Preparation For The Next Life, Lish - B

                                               This novel has received rave reviews and wound up on my list because it is set in a community that I once lived and worked in - Flushing, NY.  Northern Queens and the end of the #7 Line were never anything special, but forty years ago it certainly was middle-class.  Today it is dominated by various Asian immigrant groups and is known as Flu-Shing.  I have walked through it, but never sensed the desperation of life that is set forth here. Everyone is hustling everyone else with an almost incomprehensible ruthlessness. It is life lived in primal fear and total poverty.
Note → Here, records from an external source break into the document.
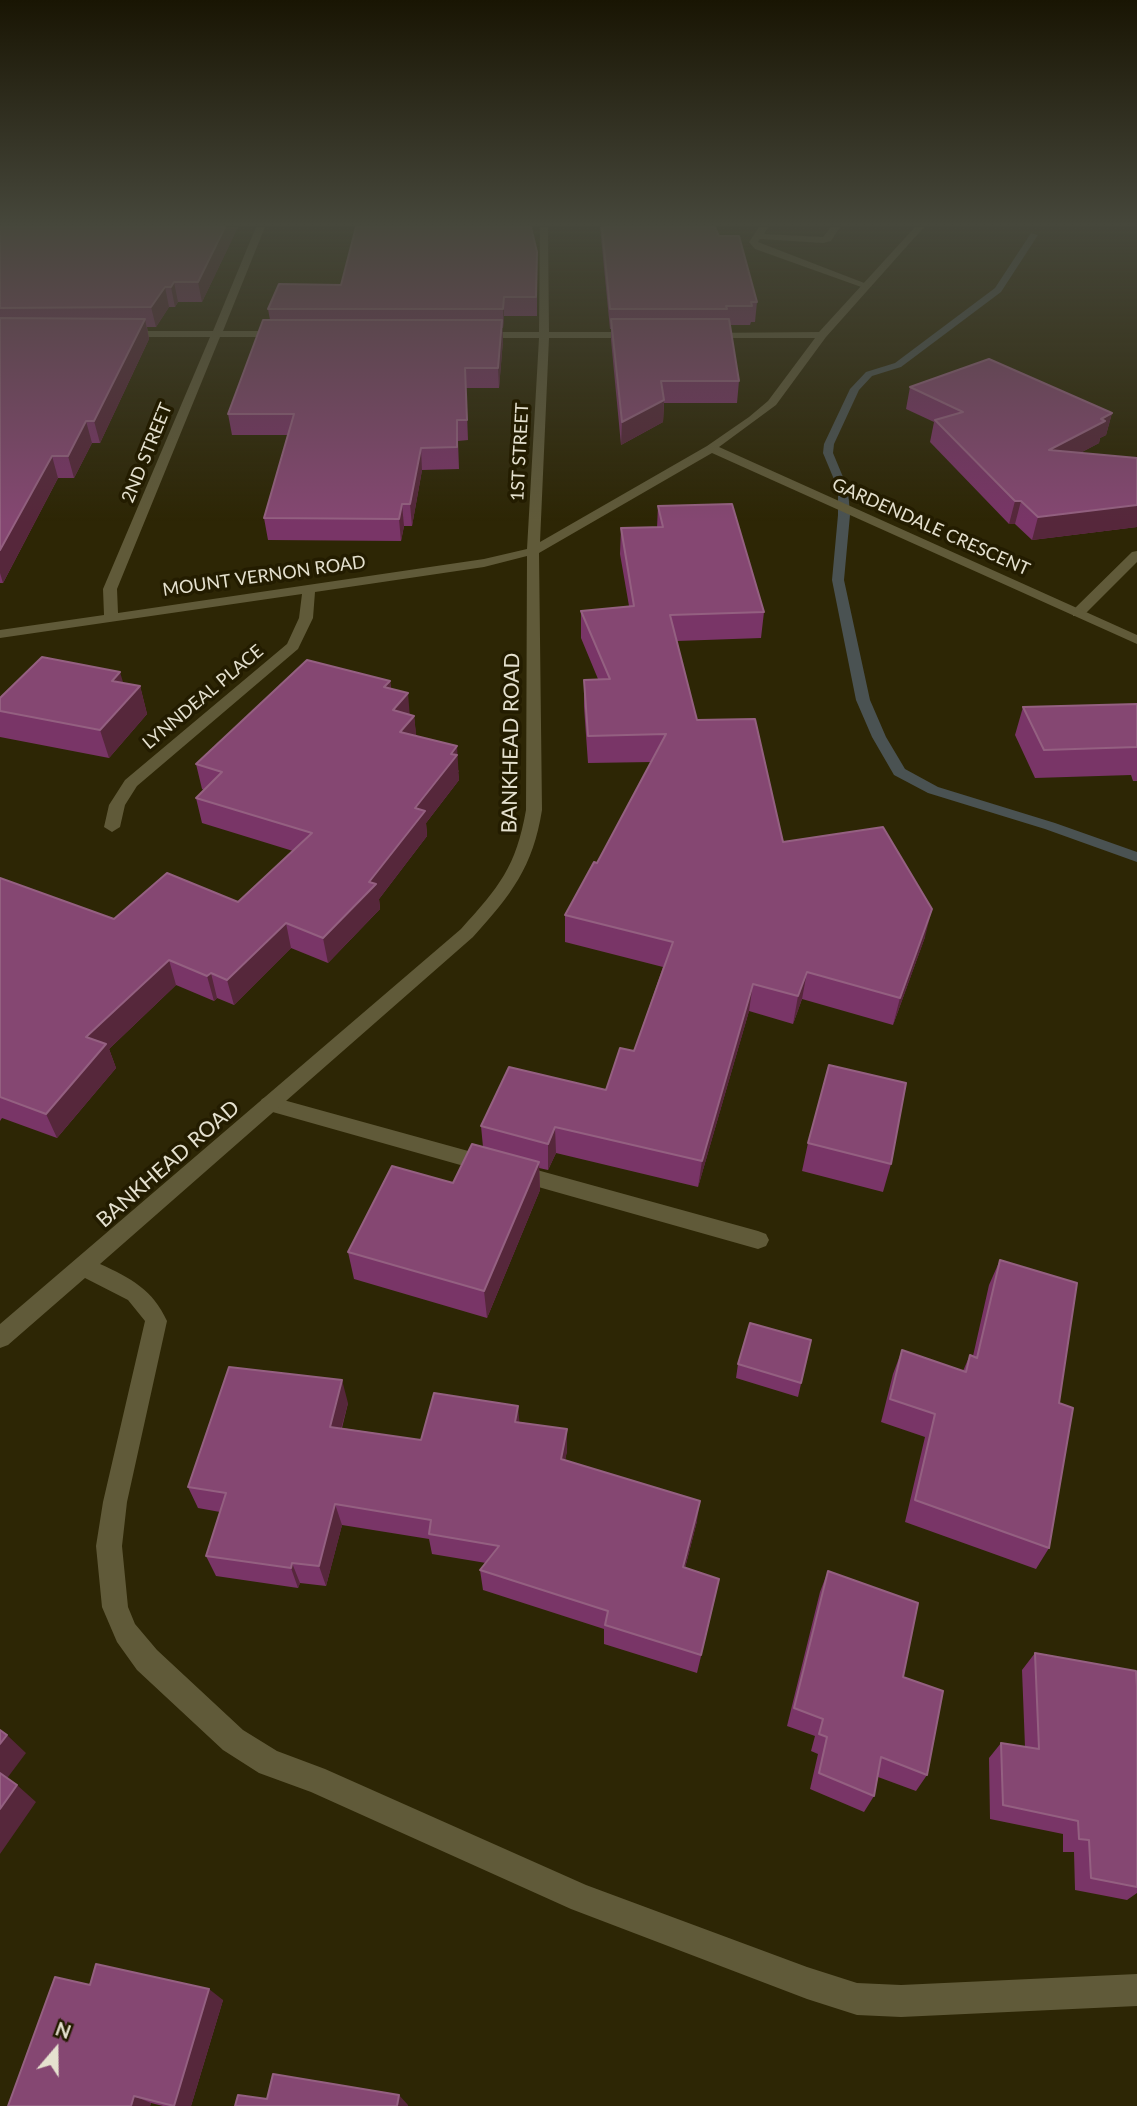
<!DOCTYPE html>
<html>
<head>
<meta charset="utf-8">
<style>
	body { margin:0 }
	#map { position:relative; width:1137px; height:2106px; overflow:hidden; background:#2d2605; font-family:Lato,sans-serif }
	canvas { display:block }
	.north { position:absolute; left:21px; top:2015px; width:70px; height:70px; -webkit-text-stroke:5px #231c00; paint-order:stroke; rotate:20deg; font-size:19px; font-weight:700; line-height:28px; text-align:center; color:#e5e1cf }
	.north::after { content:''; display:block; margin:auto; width:24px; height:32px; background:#e5e1cf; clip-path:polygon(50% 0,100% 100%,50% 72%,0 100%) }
</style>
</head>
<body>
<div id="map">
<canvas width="1137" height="2106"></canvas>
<div class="north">N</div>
</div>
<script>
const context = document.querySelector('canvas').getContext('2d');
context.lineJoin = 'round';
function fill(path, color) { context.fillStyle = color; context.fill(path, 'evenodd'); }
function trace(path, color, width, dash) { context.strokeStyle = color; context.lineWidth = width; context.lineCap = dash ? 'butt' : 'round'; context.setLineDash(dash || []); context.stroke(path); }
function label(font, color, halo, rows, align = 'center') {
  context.font = font + ' Lato,sans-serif'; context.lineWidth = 7; context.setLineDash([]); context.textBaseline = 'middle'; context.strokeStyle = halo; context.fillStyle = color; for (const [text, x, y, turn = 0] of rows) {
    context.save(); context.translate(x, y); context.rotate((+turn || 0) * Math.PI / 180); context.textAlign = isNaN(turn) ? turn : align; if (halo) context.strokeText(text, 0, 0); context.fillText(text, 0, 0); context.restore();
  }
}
fill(new Path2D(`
	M 1031,233 L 1038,235 L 1001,292 L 901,367 L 872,376 L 859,390 L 834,444 L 833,453 L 848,489 L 850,515 L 844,580 L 870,700 L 886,737 L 905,769 L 938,787 L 1055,823 L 1137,852 L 1137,862 L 1045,829 L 928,793 L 894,775 L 872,737 L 856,700 L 832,580 L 838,515 L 838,489 L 823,453 L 824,444 L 850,389 L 866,372 L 895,363 L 995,288 Z`), '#4a5252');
fill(new Path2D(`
	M 759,227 L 768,227 L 764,234 L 823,237 L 831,227 L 840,227 L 831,241 L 823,243 L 760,239 L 758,242 L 872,286 L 864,288 L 755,249 L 749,242 Z
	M 1137,551 L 1137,562 L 1083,616 L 1073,616 L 1073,610 L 1132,552 Z
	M 269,1096 L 758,1231 L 766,1234 L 769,1240 L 766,1246 L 758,1249 L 262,1109 L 259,1104 L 262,1099 Z`), '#605a39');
fill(new Path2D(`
	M 256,227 L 265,227 L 223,331 L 282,331 L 287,334 L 282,337 L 220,337 L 117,589 L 118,613 L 484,559 L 527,549 L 539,338 L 477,338 L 472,335 L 477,332 L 539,332 L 540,227 L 548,227 L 549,332 L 636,332 L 641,335 L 636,338 L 549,338 L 540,542 L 707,446 L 749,417 L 768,401 L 815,338 L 708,338 L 703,335 L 704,333 L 819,332 L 915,227 L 924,227 L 826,337 L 776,405 L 719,447 L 1137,635 L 1137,644 L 712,453 L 539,553 L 542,810 C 533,867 511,895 473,937 L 100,1264 C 131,1278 153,1290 167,1321 L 127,1502 L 122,1546 L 128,1607 L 135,1624 L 157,1650 L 243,1730 L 277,1751 L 325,1769 L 586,1885 L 807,1967 L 857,1983 L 901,1985 L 1137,1974 L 1137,2006 L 901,2017 L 857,2015 L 807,1999 L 571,1909 L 311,1792 L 259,1773 L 223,1750 L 137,1670 L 117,1642 L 102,1607 L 96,1546 L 103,1502 L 145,1321 L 128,1300 L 85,1278 L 8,1345 L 0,1348 L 0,1324 L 461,929 C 499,887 516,867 526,810 L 527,556 L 484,567 L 315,592 L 313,618 L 298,649 L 137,786 L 125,805 L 120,827 L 112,832 L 104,827 L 109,805 L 125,780 L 287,644 L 299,618 L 302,594 L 0,638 L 0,630 L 104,615 L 103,589 L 210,337 L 123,337 L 118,334 L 123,331 L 213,331 Z`), '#605a39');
fill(new Path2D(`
	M 0,227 L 238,227 L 202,302 L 178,302 L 175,307 L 169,307 L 156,327 L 147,327 L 149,339 L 100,443 L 92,443 L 74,478 L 58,478 L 3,583 L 0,583 Z
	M 600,227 L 715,227 L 719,236 L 757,302 L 755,322 L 751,322 L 750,325 L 730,325 L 739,381 L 737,403 L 664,403 L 663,422 L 621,445 L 611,340 L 611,329 L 610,329 Z
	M 537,252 L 537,316 L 504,316 L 503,328 L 502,328 L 503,340 L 499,388 L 466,388 L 468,440 L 458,441 L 459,469 L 422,470 L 412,526 L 404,526 L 401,541 L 268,540 L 264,518 L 288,435 L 232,435 L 228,414 L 270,320 L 268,309 L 341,285 Z
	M 910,387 L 1112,413 L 1106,435 L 1100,438 L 1099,443 L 1080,453 L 1137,458 L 1137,527 L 1032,540 L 1015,524 L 1009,524 L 930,442 L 934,422 L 906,409 Z
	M 658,506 L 764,612 L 761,638 L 677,641 L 697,720 L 783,842 L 925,937 L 893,1025 L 802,999 L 793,1024 L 749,1011 L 698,1187 L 556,1153 L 548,1170 L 539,1168 L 540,1190 L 487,1318 L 354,1279 L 348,1252 L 453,1183 L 483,1147 L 481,1126 L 606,1090 L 634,1051 L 663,967 L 565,942 L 565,915 L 597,863 L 652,762 L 588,763 L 584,707 L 584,680 L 598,679 L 581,638 L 581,611 L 629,606 L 620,554 L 621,528 L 657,528 Z
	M 390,681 L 391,689 L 410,715 L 414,716 L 416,736 L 459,771 L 458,772 L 459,780 L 426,823 L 427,836 L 379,899 L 380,909 L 328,963 L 291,948 L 234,1005 L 217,998 L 214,1001 L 176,985 L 109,1049 L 116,1068 L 57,1138 L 2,1118 L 0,1121 L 0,878 L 114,919 L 238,902 L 293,851 L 202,823 L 196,798 L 204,790 L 202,789 L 196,764 Z
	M 124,683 L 140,686 L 147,714 L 109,758 L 0,737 L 0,698 Z
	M 1137,704 L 1137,781 L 1133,781 L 1131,775 L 1035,778 L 1015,735 L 1023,707 Z
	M 808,1143 L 891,1164 L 883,1192 L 802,1171 Z
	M 1000,1260 L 1059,1403 L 1049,1548 L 1036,1569 L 905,1522 L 925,1437 L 881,1422 L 893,1374 L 902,1350 L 963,1371 L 970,1355 L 973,1356 L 989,1285 Z
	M 811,1340 L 798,1397 L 736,1378 L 738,1364 Z
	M 348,1403 L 342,1428 L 421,1440 L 519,1422 L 567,1429 L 567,1451 L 565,1460 L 697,1521 L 685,1568 L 715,1598 L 697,1673 L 604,1644 L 604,1629 L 483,1590 L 480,1570 L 486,1563 L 432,1554 L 429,1539 L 342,1525 L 326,1586 L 300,1583 L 298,1588 L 216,1576 L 206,1556 L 220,1512 L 198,1508 L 188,1487 Z
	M 828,1571 L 903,1677 L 927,1775 L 916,1791 L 878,1777 L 874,1796 L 864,1812 L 810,1789 L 818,1754 L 811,1751 L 815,1736 L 787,1726 L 820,1592 Z
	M 1035,1653 L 1137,1687 L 1137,1893 L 1127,1900 L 1075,1890 L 1074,1852 L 1063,1852 L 1063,1834 L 990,1819 L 989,1758 L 1001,1743 L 1025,1747 L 1022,1670 Z
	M 90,1985 L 223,2000 L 191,2106 L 163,2106 L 151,2103 L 150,2106 L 8,2106 Z`), '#793567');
fill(new Path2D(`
	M 225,227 L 238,227 L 202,302 L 198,282 Z
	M 174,282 L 178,302 L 175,307 L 171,287 Z
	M 165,287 L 169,307 L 156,327 L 151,307 Z
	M 504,297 L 504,316 L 503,328 L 503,309 Z
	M 145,319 L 149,339 L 100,443 L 94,421 Z
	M 502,320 L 503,340 L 499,388 L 498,368 Z
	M 664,400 L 663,422 L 621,445 L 622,422 Z
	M 1112,413 L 1106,435 L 1100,438 L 1099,443 L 1043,473 L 1049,450 Z
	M 86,421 L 92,443 L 74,478 L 68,456 Z
	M 421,448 L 422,470 L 412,526 L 410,504 Z
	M 52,456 L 58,478 L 3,583 L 0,573 L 0,550 Z
	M 1015,501 L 1021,501 L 1015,524 L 1009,524 Z
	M 402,504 L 404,526 L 401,541 L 399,519 Z
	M 1137,505 L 1137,527 L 1032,540 L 1038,517 Z
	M 120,672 L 128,699 L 140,686 L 147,714 L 109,758 L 100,730 L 112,681 Z
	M 390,681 L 393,705 L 384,687 Z
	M 408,693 L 410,718 L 393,710 Z
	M 414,716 L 417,741 L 400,732 Z
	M 457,746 L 459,780 L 426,823 L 427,836 L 379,899 L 380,909 L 328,963 L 323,938 L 369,882 L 415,808 Z
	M 932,909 L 925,937 L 893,1025 L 900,998 Z
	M 286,923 L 291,948 L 234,1005 L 227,980 Z
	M 169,960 L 176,985 L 109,1049 L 116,1068 L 57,1138 L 46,1114 L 86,1037 Z
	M 807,972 L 802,999 L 793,1024 L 798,996 Z
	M 211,973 L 217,998 L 214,1001 L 207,976 Z
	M 753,984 L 749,1011 L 698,1187 L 702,1161 Z
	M 555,1127 L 556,1153 L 548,1170 L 548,1144 Z
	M 539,1162 L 540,1190 L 487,1318 L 484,1291 Z
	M 342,1380 L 348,1403 L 336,1448 L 330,1427 Z
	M 518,1406 L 520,1428 L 515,1422 Z
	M 567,1429 L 567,1451 L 561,1480 L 561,1459 Z
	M 700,1501 L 697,1521 L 680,1587 L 683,1567 Z
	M 335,1504 L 342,1525 L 326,1586 L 319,1566 Z
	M 292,1563 L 300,1583 L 298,1588 L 291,1568 Z
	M 7,1735 L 26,1753 L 5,1781 L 0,1777 L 0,1744 Z
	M 17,1785 L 36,1802 L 0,1854 L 0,1809 Z
	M 209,1989 L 223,2000 L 191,2106 L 174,2106 Z
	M 399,2095 L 408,2105 L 408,2106 L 397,2106 Z
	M 134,2096 L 151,2103 L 150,2106 L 131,2106 Z`), '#56273b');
const building = new Path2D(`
	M 0,227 L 225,227 L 198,282 L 174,282 L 171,287 L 165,287 L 151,307 L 0,308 Z
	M 356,227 L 531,227 L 537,252 L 536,297 L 504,297 L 503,309 L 268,309 L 279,284 L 341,285 Z
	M 602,227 L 715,227 L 719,236 L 739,236 L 757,302 L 751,302 L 752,306 L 726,306 L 727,309 L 610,309 Z
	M 0,318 L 145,319 L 94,421 L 86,421 L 68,456 L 52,456 L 0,550 Z
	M 611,319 L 729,319 L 739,381 L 661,381 L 664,400 L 622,422 Z
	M 263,320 L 502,320 L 498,368 L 465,368 L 467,420 L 457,420 L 457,447 L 421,448 L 410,504 L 402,504 L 399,519 L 264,518 L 294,414 L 228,414 Z
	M 989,359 L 1112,413 L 1101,419 L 1105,421 L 1049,450 L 1137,458 L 1137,505 L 1038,517 L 1021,501 L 1015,501 L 935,420 L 963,412 L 910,387 Z
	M 732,504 L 764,612 L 670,615 L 697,720 L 755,719 L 783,842 L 883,827 L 932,909 L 900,998 L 807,972 L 798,996 L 753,984 L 702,1161 L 555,1127 L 548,1144 L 481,1126 L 509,1067 L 606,1090 L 620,1048 L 634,1051 L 673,942 L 565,915 L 594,862 L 597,863 L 666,734 L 588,736 L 584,680 L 610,679 L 581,611 L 634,606 L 621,528 L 663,527 L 658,506 Z
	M 42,657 L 120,672 L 112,681 L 140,686 L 100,730 L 0,711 L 0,698 Z
	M 307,660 L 390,681 L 384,687 L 408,693 L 393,710 L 414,716 L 400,732 L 457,746 L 451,754 L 457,755 L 415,808 L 425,811 L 369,882 L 376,884 L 323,938 L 286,923 L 227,980 L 211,973 L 207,976 L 169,960 L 86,1037 L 106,1044 L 46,1114 L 0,1097 L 0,878 L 114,919 L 167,873 L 238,902 L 312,833 L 196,798 L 222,772 L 196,764 Z
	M 1137,704 L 1137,747 L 1044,750 L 1023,707 Z
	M 829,1065 L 906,1083 L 891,1164 L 808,1143 Z
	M 472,1144 L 539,1162 L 484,1291 L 348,1252 L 392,1166 L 453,1183 Z
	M 1000,1260 L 1077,1283 L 1059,1403 L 1073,1408 L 1049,1548 L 915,1500 L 935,1414 L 890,1399 L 902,1350 L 966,1372 L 970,1355 L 977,1358 Z
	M 750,1323 L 811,1340 L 801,1383 L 738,1364 Z
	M 229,1367 L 342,1380 L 330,1427 L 421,1440 L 434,1393 L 518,1406 L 515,1422 L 567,1429 L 561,1459 L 700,1501 L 683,1567 L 719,1579 L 701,1655 L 605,1625 L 608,1611 L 480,1570 L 499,1546 L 429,1534 L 431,1520 L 335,1504 L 319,1566 L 292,1563 L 291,1568 L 206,1556 L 226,1493 L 188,1487 Z
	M 828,1571 L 918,1603 L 903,1677 L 943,1691 L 927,1775 L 881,1757 L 874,1796 L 819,1773 L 827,1737 L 819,1734 L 823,1719 L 794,1708 Z
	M 1035,1653 L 1136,1671 L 1137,1687 L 1137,1887 L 1091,1878 L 1089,1840 L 1079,1839 L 1078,1821 L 1003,1805 L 1001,1743 L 1039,1749 Z
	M 0,1730 L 7,1735 L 0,1744 Z
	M 0,1773 L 17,1785 L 0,1809 Z
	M 96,1964 L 209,1989 L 174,2106 L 134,2096 L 131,2106 L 8,2106 L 55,1977 L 90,1985 Z
	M 273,2074 L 399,2095 L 397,2106 L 235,2106 L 238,2095 L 267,2099 Z`);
fill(building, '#854772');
trace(building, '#946081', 2);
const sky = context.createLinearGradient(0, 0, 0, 522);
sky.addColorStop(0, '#191503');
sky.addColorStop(0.43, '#46473b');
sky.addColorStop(1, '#46473b00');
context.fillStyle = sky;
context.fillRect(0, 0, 1137, 522);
label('18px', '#e5e1cf', '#231c00', [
	["1ST STREET",520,452,-87],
	["2ND STREET",147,453,-68],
	["GARDENDALE CRESCENT",931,527,24],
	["MOUNT VERNON ROAD",264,576,-8],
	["LYNNDEAL PLACE",203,697,-40]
]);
label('21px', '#e5e1cf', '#231c00', [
	["BANKHEAD ROAD",511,743,-89],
	["BANKHEAD ROAD",168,1164,-41]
]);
</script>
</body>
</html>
It is a zero-sum game that almost feels like life on the savannah. A woman from Uighur in the US illegally falls in love with an American who has just done three tours in Iraq. She is totally broke and is trying as hard as possible to get ahead of the financial curve by working for less than the minimum wage in food joints/restaurants/markets etc. He is so spaced out-on 5 different prescription meds for his war wounds, depression, nightmares and schizophrenia that he seldom knows what day it is. They inquire at the City Clerk's Office on the procedure to marry. Hope for them recedes when the son of the nightmarish Irish couple he rents the cellar from for $400 per month returns from ten years in jail. Jimmy is a miserable angry shite and you know something bad is going to happen. It does. But, Zou Lei is as tough as nails and embodies every single character trait for which we honor and praise immigrants as such an important part of our history. I, for one, hope that all of those who are as different from us as our ancestors were from mainstream America a century and a half ago continue to come here, work their fannies off and make it in America.  Queens County is the most ethnically and linguistically diverse place in the world. This street-level view of poverty and - I hate to repeat the word - utter desperation is an eye-opener.  It's not for all, but is for those with an affection for NY, the knowledge that our ancestors were once in this boat, and a sympathy for those on the bottom.